Think of it this way-you may have had a glass. Then 3 more. Made some sort of tipsy approach to the celebrity and then had to drive home.
Way too many potential bad endings there!
You did it. Very nice. Thank you for sharing your thoughts. It is really helpful.
Thanks. I wasn’t even looking that forward in the “what if I drank” scenarios. At the time , I was not even thinking of the whys I wanted to drink (thought of that after I left and wrote this blog.) I just felt this strong urge to have a drink.
I know look back and wish it was a celebrity that is in recovery. I read Bradley Cooper has been sober 10x years.
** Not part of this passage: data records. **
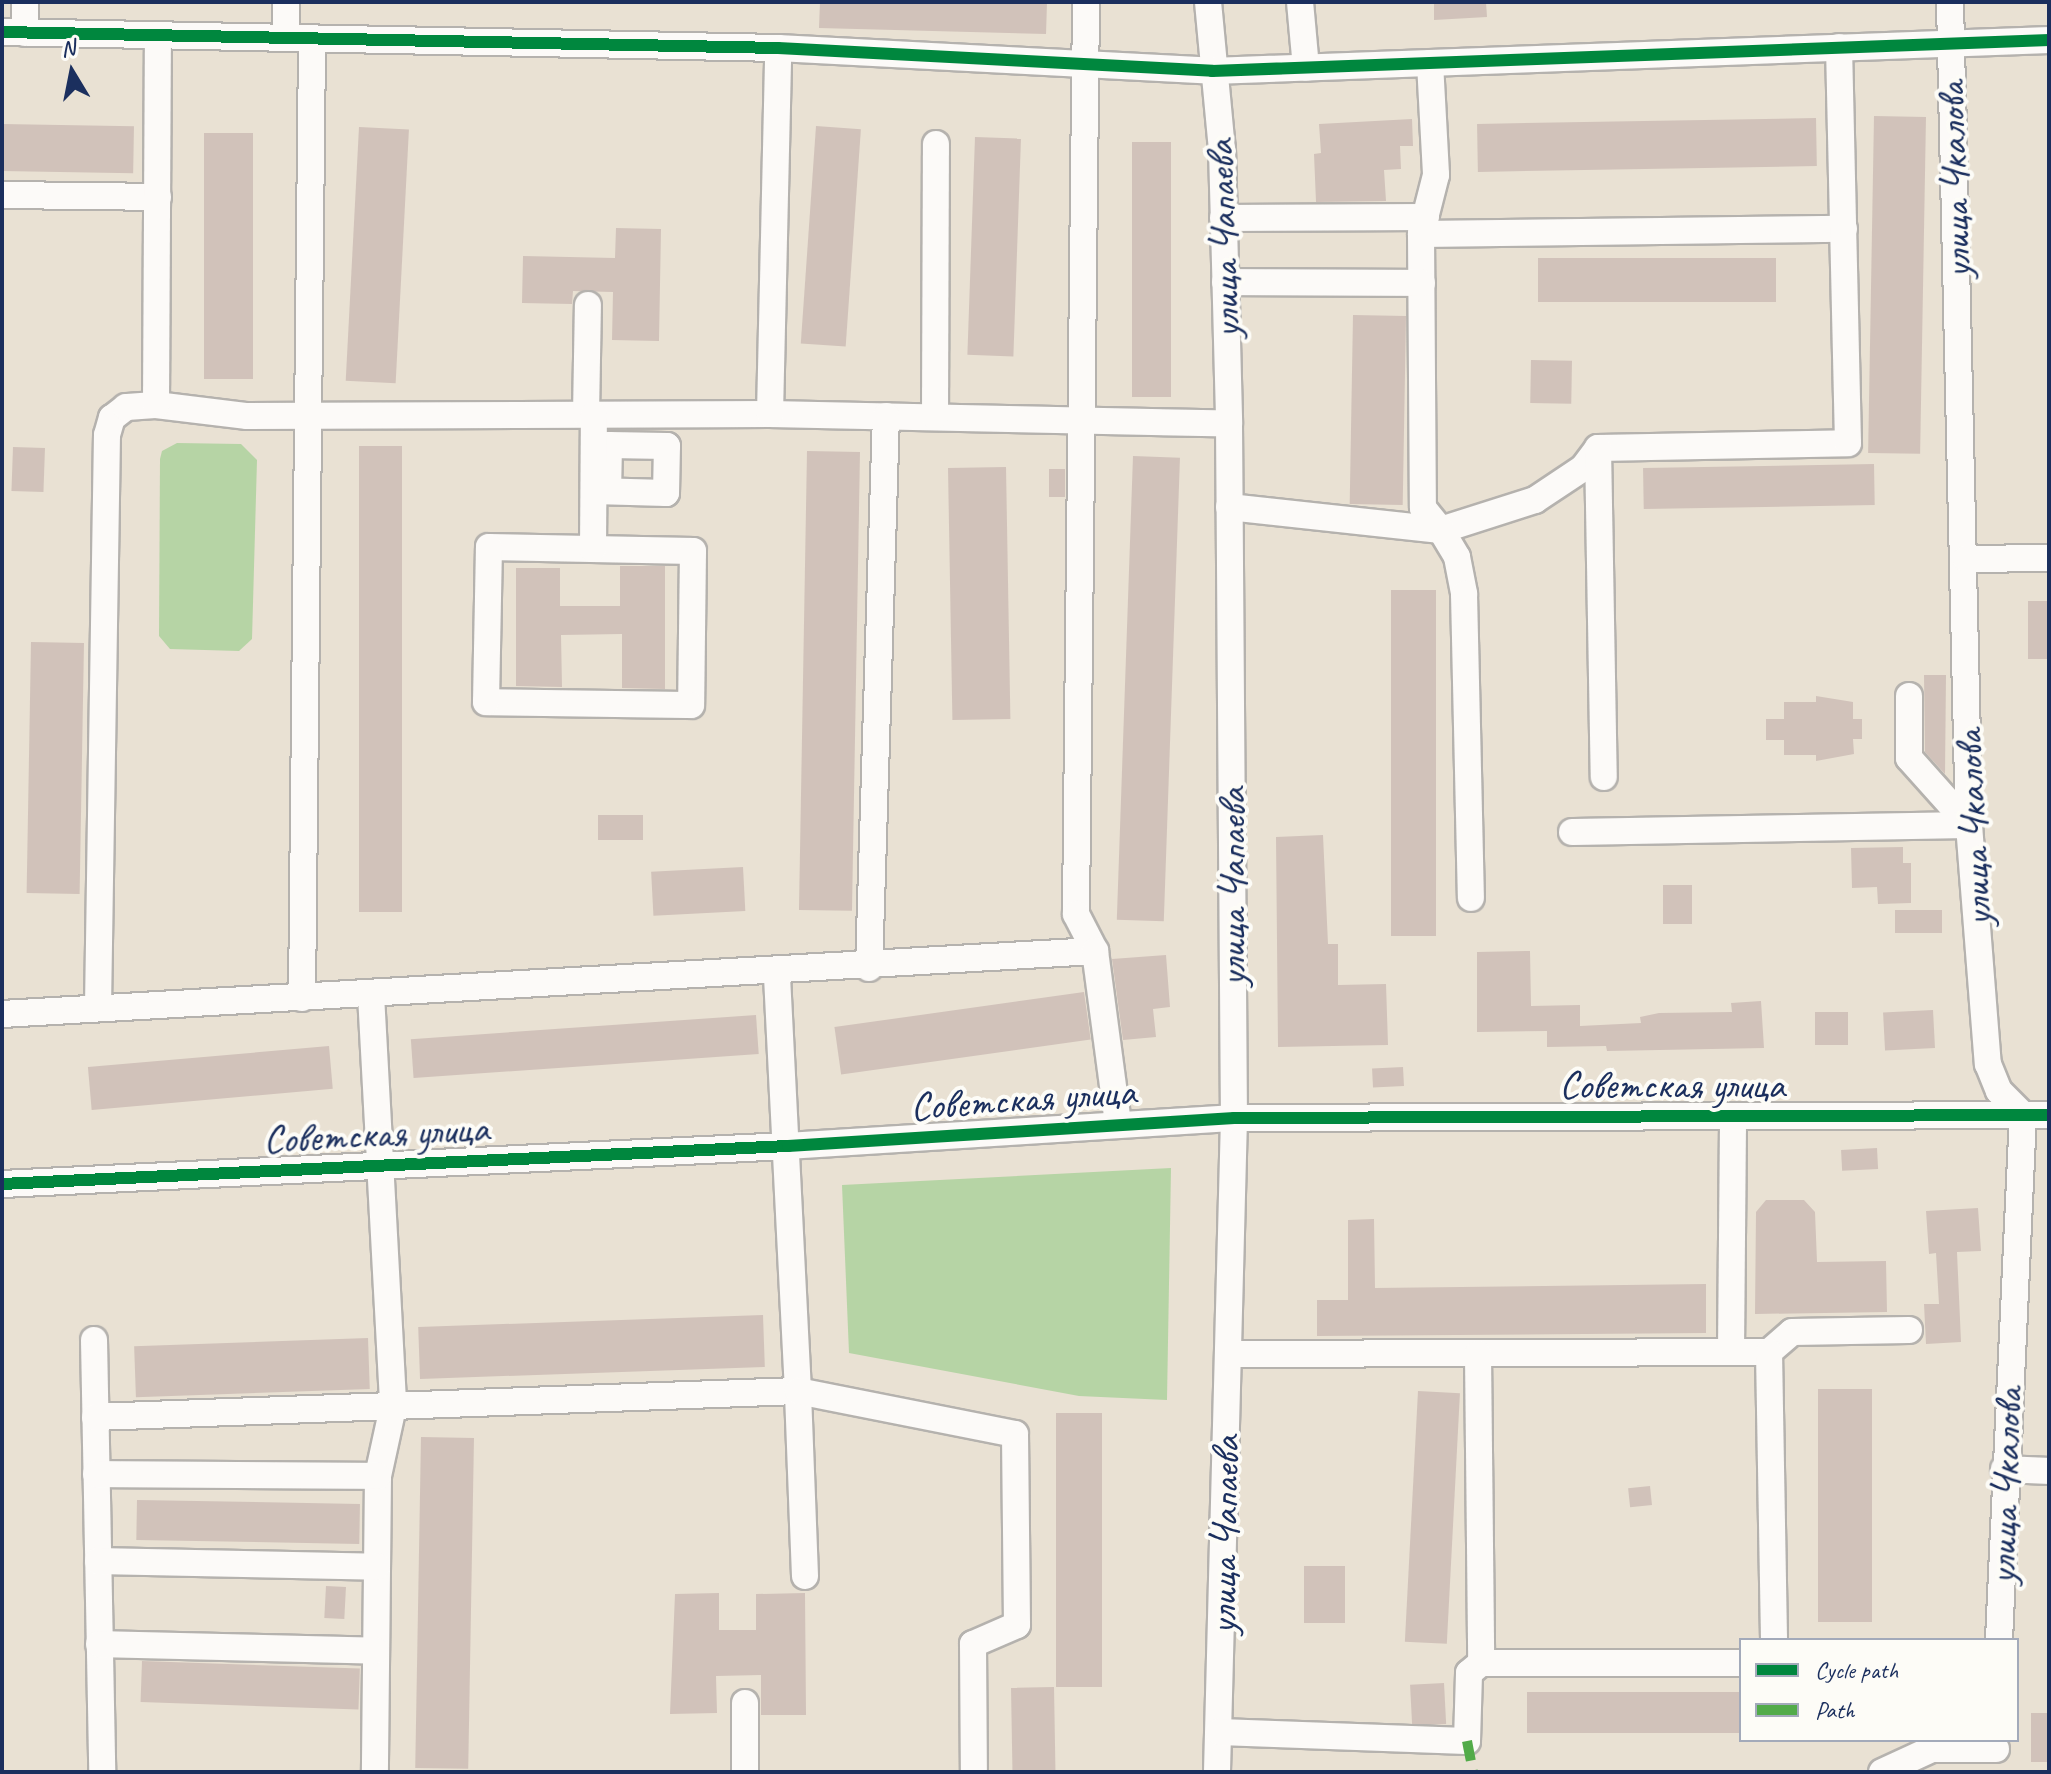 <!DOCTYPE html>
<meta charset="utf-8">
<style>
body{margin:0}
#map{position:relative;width:2051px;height:1774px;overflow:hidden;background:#e9e1d3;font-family:Caveat,sans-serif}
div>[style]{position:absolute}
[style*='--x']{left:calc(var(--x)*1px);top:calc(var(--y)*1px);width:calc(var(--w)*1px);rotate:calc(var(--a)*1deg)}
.green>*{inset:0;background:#b6d4a5}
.building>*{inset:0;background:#d1c2ba;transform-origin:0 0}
.roads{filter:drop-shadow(2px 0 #b5b2ae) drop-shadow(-2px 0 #b5b2ae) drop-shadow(0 2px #b5b2ae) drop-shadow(0 -2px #b5b2ae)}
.minor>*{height:26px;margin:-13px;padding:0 13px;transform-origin:13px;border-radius:13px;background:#fcfaf8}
.quiet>*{height:10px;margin-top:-5px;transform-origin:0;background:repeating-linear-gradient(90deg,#52ab49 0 20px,transparent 0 30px)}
.cycleway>*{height:12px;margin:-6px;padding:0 6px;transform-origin:6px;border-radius:6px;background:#00873e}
span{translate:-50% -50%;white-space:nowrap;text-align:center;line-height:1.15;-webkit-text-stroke:8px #fdfcf7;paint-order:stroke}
.street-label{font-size:40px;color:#1b2f5e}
.frame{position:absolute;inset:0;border:4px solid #1b2f5e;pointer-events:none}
.legend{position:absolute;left:1739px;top:1638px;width:280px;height:104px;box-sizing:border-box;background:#fdfcf7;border:2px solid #a3aaba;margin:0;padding:10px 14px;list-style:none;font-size:24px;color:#1b2f5e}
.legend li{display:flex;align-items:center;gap:16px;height:40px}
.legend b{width:40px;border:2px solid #a3aaba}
.north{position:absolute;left:32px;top:32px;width:80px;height:80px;-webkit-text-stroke:6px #fdfcf7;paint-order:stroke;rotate:350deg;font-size:22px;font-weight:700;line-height:32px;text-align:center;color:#1b2f5e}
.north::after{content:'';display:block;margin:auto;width:28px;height:36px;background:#1b2f5e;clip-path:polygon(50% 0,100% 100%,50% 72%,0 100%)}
</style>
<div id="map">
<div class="green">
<i style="clip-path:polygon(177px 443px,241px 444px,257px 460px,252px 639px,239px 651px,170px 649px,159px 636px,160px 459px,162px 451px)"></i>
<i style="clip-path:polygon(1171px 1168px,1167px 1400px,1079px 1396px,849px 1353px,842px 1185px)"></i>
</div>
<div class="building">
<i style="clip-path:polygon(820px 2px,1047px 2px,1046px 34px,819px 28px)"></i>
<i style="clip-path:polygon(1434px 2px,1486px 2px,1487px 17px,1434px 20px)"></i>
<i style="left:1874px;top:116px;width:52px;height:337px;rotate:1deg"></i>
<i style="left:1816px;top:118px;width:48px;height:339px;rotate:89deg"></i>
<i style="clip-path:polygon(1412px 119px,1413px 146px,1400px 146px,1401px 169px,1384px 170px,1386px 201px,1316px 202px,1314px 154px,1321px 153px,1319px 124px)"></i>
<i style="left:2px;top:124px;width:132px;height:47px;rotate:1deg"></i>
<i style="left:816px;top:126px;width:45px;height:218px;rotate:4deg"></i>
<i style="left:359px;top:127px;width:50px;height:254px;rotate:3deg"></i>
<i style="left:253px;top:133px;width:246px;height:49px;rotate:90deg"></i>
<i style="left:975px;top:137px;width:46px;height:218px;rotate:2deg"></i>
<i style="left:1132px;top:142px;width:39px;height:255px"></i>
<i style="clip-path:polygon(616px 228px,661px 229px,659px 341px,612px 340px,613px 292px,573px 291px,572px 304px,522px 303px,523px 256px,615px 258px)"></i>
<i style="left:1776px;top:258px;width:44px;height:238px;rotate:90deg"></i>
<i style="left:1353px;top:315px;width:53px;height:189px;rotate:1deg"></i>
<i style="left:1531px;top:360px;width:41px;height:43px;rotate:1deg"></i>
<i style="left:359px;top:446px;width:43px;height:466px"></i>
<i style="left:13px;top:447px;width:32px;height:44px;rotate:2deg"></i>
<i style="left:807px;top:451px;width:53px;height:459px;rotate:1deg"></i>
<i style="left:1133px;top:456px;width:47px;height:464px;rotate:2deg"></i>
<i style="left:1874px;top:464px;width:41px;height:231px;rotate:89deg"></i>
<i style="left:1006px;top:467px;width:252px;height:58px;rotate:89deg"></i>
<i style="left:1049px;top:469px;width:16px;height:28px"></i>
<i style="clip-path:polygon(620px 566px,665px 566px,665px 689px,622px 688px,622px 634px,561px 635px,562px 687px,516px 686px,516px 568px,560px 568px,560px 606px,620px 606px)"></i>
<i style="left:1391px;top:590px;width:45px;height:346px"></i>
<i style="left:2049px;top:601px;width:58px;height:21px;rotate:90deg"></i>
<i style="left:31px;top:642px;width:53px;height:251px;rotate:1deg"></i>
<i style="clip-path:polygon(1924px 675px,1946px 675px,1945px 774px,1925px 752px)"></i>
<i style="clip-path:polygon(1816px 696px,1853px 702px,1853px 719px,1862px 719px,1862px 739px,1853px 739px,1854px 754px,1816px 761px,1816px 755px,1784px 755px,1784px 740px,1766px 740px,1766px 719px,1784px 719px,1784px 702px,1816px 702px)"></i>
<i style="left:643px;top:815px;width:25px;height:45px;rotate:90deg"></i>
<i style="clip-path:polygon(1323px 835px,1328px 944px,1338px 944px,1338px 985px,1386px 984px,1388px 1045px,1278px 1047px,1276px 837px)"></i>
<i style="clip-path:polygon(1903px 847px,1903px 863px,1911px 863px,1911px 903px,1878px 904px,1877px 887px,1852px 888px,1851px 848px)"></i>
<i style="left:743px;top:867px;width:44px;height:92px;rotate:87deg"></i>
<i style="left:1692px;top:885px;width:39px;height:29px;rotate:90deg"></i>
<i style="left:1895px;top:910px;width:47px;height:23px"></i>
<i style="clip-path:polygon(1530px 951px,1531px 1006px,1580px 1005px,1580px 1026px,1641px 1023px,1640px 1017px,1659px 1013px,1732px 1012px,1731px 1003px,1761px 1001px,1764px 1048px,1607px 1051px,1606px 1046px,1547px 1047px,1547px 1031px,1477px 1032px,1477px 952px)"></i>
<i style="clip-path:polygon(1166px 955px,1170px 1007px,1153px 1009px,1156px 1037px,1123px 1040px,1112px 959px)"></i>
<i style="left:1084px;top:992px;width:48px;height:252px;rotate:82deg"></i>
<i style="left:1933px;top:1010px;width:38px;height:50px;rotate:87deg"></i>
<i style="left:1815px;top:1012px;width:33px;height:33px"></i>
<i style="left:756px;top:1015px;width:39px;height:346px;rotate:86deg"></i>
<i style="left:329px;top:1046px;width:43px;height:242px;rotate:85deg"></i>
<i style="left:1403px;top:1067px;width:19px;height:31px;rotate:87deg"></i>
<i style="left:1877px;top:1148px;width:21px;height:36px;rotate:87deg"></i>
<i style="clip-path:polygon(1766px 1200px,1804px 1200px,1815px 1212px,1817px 1262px,1886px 1261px,1887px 1312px,1755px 1314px,1756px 1212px)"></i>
<i style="clip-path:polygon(1978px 1208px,1981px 1251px,1957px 1252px,1961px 1342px,1926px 1344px,1924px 1304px,1939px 1304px,1936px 1253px,1929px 1254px,1926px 1211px)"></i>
<i style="clip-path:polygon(1374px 1219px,1375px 1288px,1706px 1284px,1706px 1333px,1317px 1336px,1317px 1300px,1348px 1300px,1348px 1220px)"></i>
<i style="left:763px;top:1315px;width:52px;height:345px;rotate:88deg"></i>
<i style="left:368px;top:1338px;width:51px;height:234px;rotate:88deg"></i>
<i style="left:1872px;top:1389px;width:233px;height:54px;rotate:90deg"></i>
<i style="left:1418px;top:1391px;width:42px;height:251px;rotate:3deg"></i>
<i style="left:1056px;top:1413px;width:46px;height:274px"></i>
<i style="left:421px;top:1437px;width:53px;height:331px;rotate:1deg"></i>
<i style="left:1650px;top:1486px;width:19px;height:22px;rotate:84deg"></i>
<i style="left:137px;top:1500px;width:223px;height:40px;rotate:1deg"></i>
<i style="left:1304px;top:1566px;width:41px;height:57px"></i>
<i style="left:326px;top:1586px;width:20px;height:32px;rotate:3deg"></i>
<i style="clip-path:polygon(719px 1593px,719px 1630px,756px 1630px,756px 1594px,805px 1593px,806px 1715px,761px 1715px,761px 1675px,716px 1676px,717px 1713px,670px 1714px,675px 1594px)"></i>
<i style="left:142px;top:1661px;width:218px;height:41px;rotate:2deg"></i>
<i style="left:1444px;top:1683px;width:41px;height:34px;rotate:87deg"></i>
<i style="left:1054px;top:1687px;width:85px;height:43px;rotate:89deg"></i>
<i style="left:1741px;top:1692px;width:41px;height:214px;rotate:90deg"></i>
<i style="left:2031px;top:1713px;width:18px;height:49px"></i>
</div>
<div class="roads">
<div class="minor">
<i style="--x:1086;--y:2;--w:912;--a:90.63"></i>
<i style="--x:1076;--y:914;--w:42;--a:62.8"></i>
<i style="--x:1208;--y:2;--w:148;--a:84.6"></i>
<i style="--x:1222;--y:149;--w:275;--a:88.5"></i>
<i style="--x:1229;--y:424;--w:694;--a:89.59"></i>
<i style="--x:1234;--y:1118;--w:654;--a:91.49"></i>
<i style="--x:1300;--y:2;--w:66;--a:84.8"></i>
<i style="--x:1950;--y:2;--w:823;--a:88.68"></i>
<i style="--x:1969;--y:825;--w:240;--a:85.5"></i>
<i style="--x:1988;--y:1064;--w:29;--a:68"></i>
<i style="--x:1999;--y:1091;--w:34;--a:45"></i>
<i style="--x:2023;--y:1115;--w:526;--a:92.62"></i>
<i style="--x:2;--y:32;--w:776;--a:1.18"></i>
<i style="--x:778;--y:48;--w:435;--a:3"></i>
<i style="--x:1212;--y:71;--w:838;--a:-2.12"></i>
<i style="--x:25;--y:33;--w:31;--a:-90"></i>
<i style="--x:286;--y:37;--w:35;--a:-90"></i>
<i style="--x:1430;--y:63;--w:112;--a:86.9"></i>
<i style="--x:1436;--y:175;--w:61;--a:104.3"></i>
<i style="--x:1421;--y:234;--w:274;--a:89.6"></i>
<i style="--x:1423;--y:508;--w:28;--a:51"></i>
<i style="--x:1441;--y:530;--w:99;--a:-17.7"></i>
<i style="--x:1535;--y:500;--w:58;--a:-33.7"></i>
<i style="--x:1583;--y:468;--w:25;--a:-53"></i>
<i style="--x:2;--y:195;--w:156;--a:0.7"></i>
<i style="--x:1223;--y:218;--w:203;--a:-0.3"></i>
<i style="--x:1421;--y:234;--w:423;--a:-0.7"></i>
<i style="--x:1225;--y:282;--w:197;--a:0.3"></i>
<i style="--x:156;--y:405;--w:92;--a:6.9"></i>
<i style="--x:247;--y:416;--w:523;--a:-0.22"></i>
<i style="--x:770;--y:414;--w:459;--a:1.2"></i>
<i style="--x:770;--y:414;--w:366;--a:-88.7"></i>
<i style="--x:586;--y:415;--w:110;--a:-89"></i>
<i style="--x:935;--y:416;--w:272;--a:-89.8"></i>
<i style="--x:1598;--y:448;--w:250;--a:-1.1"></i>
<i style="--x:1848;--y:443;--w:396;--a:-91.3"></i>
<i style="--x:1598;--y:448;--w:329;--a:89"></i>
<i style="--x:594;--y:491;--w:72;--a:1.6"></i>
<i style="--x:666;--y:493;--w:47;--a:-88.8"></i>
<i style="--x:667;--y:446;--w:58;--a:-179"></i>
<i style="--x:609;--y:445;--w:46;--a:91.2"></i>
<i style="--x:1229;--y:507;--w:213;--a:6.2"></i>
<i style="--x:1441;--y:530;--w:31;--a:59"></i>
<i style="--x:1457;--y:557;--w:38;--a:79"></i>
<i style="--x:1464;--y:594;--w:304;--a:88.7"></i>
<i style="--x:489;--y:547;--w:204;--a:1.1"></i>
<i style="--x:693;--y:551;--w:154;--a:90.7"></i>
<i style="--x:691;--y:705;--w:205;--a:-179.2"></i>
<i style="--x:486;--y:702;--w:155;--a:-88.9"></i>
<i style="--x:593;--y:549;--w:134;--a:-89.6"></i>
<i style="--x:1966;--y:559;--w:83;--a:-0.7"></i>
<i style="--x:1909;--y:696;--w:62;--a:90"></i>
<i style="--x:1909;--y:758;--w:90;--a:48.2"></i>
<i style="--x:1572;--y:832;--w:397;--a:-1"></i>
<i style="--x:869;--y:968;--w:552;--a:-88.24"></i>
<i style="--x:371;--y:995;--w:413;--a:86.9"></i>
<i style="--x:393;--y:1407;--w:71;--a:102.3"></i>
<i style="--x:378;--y:1476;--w:296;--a:90.6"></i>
<i style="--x:302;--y:998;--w:959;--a:-89.4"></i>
<i style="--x:98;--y:1007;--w:572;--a:-89.1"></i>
<i style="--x:107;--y:435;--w:18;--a:-74"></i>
<i style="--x:112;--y:418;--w:18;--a:-38"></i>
<i style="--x:126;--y:407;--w:30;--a:-4"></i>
<i style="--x:156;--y:405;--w:369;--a:-89.7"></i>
<i style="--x:2;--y:1014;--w:1095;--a:-3.3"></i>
<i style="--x:1095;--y:951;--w:175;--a:82.4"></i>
<i style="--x:2;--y:1184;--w:787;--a:-2.77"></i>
<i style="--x:788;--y:1146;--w:447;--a:-3.6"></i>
<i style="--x:1234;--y:1118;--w:815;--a:-0.21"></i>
<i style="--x:94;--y:1340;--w:432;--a:88.9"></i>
<i style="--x:1731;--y:1352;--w:236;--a:-89.5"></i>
<i style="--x:1769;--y:1352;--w:30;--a:-41"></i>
<i style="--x:1792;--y:1332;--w:117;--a:-1"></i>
<i style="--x:1228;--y:1354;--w:541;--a:-0.21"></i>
<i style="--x:1769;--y:1352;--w:288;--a:89"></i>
<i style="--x:1478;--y:1354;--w:309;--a:89.4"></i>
<i style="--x:95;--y:1417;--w:703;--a:-2.12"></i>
<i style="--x:798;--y:1391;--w:419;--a:-92.9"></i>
<i style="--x:2004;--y:1469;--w:45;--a:2.5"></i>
<i style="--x:96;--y:1474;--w:282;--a:0.4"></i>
<i style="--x:98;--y:1561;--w:279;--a:1.2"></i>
<i style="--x:805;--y:1576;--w:185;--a:-92.2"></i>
<i style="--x:798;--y:1391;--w:221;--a:11.2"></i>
<i style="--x:1015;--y:1434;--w:191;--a:89.4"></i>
<i style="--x:1017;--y:1625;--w:48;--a:156.6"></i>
<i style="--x:973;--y:1644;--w:128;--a:89.6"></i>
<i style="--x:99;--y:1644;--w:277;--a:1.4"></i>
<i style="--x:745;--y:1703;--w:69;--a:90"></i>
<i style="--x:1219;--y:1732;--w:248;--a:2.1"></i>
<i style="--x:1467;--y:1741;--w:68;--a:-88.3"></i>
<i style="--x:1469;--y:1673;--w:16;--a:-40"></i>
<i style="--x:1481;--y:1663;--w:260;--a:0"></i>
<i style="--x:1882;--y:1772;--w:55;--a:-24.7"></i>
<i style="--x:1932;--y:1749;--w:64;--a:0"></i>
</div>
</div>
<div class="quiet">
<i style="--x:1467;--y:1741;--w:32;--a:79"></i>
</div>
<div class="cycleway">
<i style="--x:2;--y:32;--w:776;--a:1.18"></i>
<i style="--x:778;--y:48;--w:435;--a:3"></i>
<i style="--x:1212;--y:71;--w:838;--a:-2.12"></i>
<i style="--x:2;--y:1184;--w:787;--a:-2.77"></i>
<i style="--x:788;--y:1146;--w:447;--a:-3.6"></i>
<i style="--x:1234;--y:1118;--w:815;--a:-0.21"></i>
</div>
<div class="street-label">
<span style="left:1954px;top:180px;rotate:-92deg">улица Чкалова</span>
<span style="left:1223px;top:239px;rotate:-92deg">улица Чапаева</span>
<span style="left:1973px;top:828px;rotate:-93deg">улица Чкалова</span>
<span style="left:1232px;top:887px;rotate:-90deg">улица Чапаева</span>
<span style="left:1672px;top:1085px">Советская улица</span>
<span style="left:1023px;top:1099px;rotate:-4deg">Советская улица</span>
<span style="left:376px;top:1134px;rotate:-3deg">Советская улица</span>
<span style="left:2005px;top:1486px;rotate:-88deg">улица Чкалова</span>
<span style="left:1224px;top:1535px;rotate:-89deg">улица Чапаева</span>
</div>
<div class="frame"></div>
<ul class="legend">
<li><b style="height:10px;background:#00873e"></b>Cycle path</li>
<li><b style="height:10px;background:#52ab49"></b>Path</li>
</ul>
<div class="north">N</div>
</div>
If it was someone like that, I would have tried to tell them “from another recovering alcoholic, thank you for inspiration.” Then he would give me his number and we would go out for coffee and get married and live a great sober life together!
Bradley Cooper is single I hope. 😉
I still feel that strong urge occasionally. On a sunny Friday after work etc. it kind of disappoints me too. But as long as I don’t follow it, it is really just a feeling to notice and let go.
Habit. The old ones are hard to avoid.
“…just a feeling to notice and let go.”
Yep. Need to work on meditation.
I’m so freaking proud of you!!! You held your ground. You titled this Scared of Being Weak. You’re anything but weak.
Thanks. That feeling of wanting to drink was just so frightening and that leads to me getting sad and angry at this disease.
Wow, just wow. A bar alone with the thought to drink, and the “who would know” phenomenon. It would have been so easy to slip, but you are a strong sober woman. Great job. BTW, Bradley Cooper is MINE!
I am not sure what I would do in that situation, and I have a sponsor. I have just started doing a Big Book discussion with a fellow AA group member. Yesterday we did Chapter 1, as we were talking, he said, maybe you aren’t done drinking yet. It was like a smack in the face…maybe I’m not? Really? Would I have been as strong as you? I don’t know, would I have called my sponsor, I don’t know.
Great job! (Can you tell us who it was?)
“Not done drinking yet…” I get worried that is me sometimes. No matter how much alcohol has caused me problems, do I forgive it sometimes?
I’ve been taking a nutrition class. I keep meaning to blog about it. I keep trying to work goals of being healthier into my sobriety. Alcohol is wasted calories! Even if I didn’t have blackouts, I had a beer belly. And that is slowly going away by being more mindful of what I eat and drink.
And without actually saying who he is, I will say I would let him break back my mountain anyday.